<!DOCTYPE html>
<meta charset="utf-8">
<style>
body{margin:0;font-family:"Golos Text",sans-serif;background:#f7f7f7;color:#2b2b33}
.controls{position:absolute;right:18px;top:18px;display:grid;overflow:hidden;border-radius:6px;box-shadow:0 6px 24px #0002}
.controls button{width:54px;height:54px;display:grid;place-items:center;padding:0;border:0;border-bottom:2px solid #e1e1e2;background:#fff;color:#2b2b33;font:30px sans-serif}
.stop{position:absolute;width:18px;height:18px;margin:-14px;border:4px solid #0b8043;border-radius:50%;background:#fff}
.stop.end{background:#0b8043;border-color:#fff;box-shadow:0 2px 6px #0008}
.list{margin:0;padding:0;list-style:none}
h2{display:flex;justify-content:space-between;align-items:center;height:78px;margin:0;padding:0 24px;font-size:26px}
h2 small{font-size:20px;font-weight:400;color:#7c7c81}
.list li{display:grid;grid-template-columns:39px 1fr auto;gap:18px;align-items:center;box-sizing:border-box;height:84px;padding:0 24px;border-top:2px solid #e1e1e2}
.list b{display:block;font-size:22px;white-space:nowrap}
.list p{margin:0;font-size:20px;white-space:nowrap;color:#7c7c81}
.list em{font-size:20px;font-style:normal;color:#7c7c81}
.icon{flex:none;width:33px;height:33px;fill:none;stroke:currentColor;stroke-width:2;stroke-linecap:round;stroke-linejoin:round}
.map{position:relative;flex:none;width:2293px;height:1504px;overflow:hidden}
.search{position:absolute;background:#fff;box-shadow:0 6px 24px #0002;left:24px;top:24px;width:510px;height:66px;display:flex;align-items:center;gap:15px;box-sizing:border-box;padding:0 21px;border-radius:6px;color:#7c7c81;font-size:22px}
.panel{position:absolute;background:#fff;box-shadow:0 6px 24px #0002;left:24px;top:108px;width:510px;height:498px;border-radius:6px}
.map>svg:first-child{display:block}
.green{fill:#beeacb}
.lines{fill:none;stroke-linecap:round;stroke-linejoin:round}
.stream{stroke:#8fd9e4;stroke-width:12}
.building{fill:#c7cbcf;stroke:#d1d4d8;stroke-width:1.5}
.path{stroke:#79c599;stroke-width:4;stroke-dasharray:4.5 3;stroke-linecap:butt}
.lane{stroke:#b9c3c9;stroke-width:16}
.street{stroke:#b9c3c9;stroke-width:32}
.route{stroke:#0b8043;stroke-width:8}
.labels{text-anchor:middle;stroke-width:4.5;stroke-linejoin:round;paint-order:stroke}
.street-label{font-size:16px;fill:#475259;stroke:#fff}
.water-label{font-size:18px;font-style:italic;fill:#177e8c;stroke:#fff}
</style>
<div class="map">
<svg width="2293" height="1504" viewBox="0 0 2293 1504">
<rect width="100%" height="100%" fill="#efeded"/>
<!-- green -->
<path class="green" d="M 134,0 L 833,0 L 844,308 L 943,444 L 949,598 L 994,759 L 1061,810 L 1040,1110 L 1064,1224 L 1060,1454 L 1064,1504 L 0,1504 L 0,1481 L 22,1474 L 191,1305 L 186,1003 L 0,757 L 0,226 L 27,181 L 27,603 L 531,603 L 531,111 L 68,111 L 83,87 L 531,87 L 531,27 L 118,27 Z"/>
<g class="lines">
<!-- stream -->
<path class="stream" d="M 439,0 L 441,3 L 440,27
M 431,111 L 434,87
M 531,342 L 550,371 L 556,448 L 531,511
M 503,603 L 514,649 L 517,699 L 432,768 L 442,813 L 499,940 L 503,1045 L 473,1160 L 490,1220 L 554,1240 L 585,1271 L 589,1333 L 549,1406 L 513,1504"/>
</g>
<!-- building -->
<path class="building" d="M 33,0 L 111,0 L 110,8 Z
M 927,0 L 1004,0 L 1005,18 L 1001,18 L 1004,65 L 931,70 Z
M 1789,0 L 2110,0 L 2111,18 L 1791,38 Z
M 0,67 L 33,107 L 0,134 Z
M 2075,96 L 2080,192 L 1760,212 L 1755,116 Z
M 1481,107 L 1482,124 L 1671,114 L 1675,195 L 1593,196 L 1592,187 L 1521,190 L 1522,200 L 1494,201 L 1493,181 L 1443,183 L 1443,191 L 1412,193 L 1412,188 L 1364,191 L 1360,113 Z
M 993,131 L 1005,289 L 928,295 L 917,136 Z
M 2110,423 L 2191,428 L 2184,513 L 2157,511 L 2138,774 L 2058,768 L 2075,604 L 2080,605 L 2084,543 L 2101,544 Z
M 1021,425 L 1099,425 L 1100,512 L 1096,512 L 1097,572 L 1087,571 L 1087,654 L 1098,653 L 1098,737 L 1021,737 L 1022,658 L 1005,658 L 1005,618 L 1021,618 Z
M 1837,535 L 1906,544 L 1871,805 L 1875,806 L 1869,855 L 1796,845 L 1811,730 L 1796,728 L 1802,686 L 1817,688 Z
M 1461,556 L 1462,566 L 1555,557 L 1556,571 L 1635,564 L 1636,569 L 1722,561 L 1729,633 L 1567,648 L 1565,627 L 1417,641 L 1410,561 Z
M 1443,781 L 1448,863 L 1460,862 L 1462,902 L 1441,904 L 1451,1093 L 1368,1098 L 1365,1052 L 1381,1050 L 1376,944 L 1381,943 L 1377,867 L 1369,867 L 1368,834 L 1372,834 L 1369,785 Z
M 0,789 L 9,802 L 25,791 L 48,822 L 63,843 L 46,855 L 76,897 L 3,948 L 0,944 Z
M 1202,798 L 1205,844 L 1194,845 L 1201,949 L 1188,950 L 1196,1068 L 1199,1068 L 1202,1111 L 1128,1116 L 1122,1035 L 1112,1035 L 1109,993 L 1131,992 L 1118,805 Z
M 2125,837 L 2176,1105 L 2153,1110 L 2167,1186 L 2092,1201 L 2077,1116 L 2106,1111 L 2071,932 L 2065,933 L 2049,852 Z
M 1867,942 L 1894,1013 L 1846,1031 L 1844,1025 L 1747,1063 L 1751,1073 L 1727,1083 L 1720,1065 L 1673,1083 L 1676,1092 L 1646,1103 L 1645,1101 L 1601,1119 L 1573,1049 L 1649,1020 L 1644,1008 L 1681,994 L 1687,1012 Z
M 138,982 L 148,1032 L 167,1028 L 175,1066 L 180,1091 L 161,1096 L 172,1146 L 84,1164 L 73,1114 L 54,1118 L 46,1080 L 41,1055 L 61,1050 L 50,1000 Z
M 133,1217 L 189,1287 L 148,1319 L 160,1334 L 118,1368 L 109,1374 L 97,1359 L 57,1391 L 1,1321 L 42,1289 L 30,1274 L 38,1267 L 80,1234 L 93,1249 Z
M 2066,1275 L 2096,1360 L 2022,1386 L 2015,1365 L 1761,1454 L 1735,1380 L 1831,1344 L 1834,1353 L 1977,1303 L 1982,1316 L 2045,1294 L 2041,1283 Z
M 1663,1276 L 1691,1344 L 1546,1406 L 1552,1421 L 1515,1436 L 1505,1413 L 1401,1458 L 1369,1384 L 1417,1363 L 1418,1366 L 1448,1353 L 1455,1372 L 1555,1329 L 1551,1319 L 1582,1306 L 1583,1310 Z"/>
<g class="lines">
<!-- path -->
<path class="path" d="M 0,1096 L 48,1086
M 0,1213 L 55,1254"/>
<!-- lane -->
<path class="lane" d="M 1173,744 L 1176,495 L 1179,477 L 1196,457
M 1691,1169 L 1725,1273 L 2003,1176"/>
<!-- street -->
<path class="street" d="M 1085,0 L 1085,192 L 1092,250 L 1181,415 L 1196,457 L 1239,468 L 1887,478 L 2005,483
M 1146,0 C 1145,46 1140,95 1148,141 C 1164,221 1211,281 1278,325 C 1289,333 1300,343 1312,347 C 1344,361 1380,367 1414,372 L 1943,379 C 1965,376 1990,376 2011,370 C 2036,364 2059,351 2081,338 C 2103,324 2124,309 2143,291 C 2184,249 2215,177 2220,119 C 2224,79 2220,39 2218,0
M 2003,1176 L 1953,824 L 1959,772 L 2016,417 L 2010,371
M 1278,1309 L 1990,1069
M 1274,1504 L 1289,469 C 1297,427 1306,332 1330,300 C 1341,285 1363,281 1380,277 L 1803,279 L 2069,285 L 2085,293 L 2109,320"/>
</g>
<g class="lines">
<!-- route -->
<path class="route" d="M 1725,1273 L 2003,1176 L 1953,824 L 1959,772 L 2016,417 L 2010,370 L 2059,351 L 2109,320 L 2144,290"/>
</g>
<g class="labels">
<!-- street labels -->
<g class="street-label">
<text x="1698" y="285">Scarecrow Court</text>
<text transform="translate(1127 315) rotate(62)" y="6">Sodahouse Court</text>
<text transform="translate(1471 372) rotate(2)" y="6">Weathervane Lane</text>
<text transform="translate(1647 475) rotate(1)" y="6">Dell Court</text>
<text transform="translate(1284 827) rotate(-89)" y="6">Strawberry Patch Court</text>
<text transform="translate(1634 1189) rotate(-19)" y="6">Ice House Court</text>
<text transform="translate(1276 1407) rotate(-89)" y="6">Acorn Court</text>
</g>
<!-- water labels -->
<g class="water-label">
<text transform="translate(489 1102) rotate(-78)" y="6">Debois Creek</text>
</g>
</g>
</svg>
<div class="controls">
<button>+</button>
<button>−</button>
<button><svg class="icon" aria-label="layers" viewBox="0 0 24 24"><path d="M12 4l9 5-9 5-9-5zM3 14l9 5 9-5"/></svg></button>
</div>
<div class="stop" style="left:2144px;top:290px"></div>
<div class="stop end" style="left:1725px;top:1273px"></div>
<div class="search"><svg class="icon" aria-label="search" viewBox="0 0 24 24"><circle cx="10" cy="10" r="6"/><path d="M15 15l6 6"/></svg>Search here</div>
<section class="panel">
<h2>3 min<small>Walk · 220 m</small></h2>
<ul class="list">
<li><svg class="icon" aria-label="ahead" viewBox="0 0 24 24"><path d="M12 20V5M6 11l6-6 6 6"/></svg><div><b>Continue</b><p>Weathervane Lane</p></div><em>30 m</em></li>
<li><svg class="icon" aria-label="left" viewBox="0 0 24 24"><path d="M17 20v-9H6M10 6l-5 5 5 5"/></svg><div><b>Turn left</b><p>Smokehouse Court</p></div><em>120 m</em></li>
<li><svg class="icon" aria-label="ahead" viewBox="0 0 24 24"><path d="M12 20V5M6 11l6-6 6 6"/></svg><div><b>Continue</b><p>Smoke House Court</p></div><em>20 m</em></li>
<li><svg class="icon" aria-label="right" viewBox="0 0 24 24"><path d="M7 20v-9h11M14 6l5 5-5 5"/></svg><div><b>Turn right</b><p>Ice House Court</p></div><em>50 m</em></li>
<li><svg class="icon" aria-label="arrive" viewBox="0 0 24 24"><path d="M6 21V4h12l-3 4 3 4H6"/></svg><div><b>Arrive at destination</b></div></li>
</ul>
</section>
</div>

******

**HOW TO COMPLETE THIS TASK**
Using the entries above, return each line that includes the word "ahead".

**ANSWER TO THIS EXERCISE**
<li><svg class="icon" aria-label="ahead" viewBox="0 0 24 24"><path d="M12 20V5M6 11l6-6 6 6"/></svg><div><b>Continue</b><p>Weathervane Lane</p></div><em>30 m</em></li>
<li><svg class="icon" aria-label="ahead" viewBox="0 0 24 24"><path d="M12 20V5M6 11l6-6 6 6"/></svg><div><b>Continue</b><p>Smoke House Court</p></div><em>20 m</em></li>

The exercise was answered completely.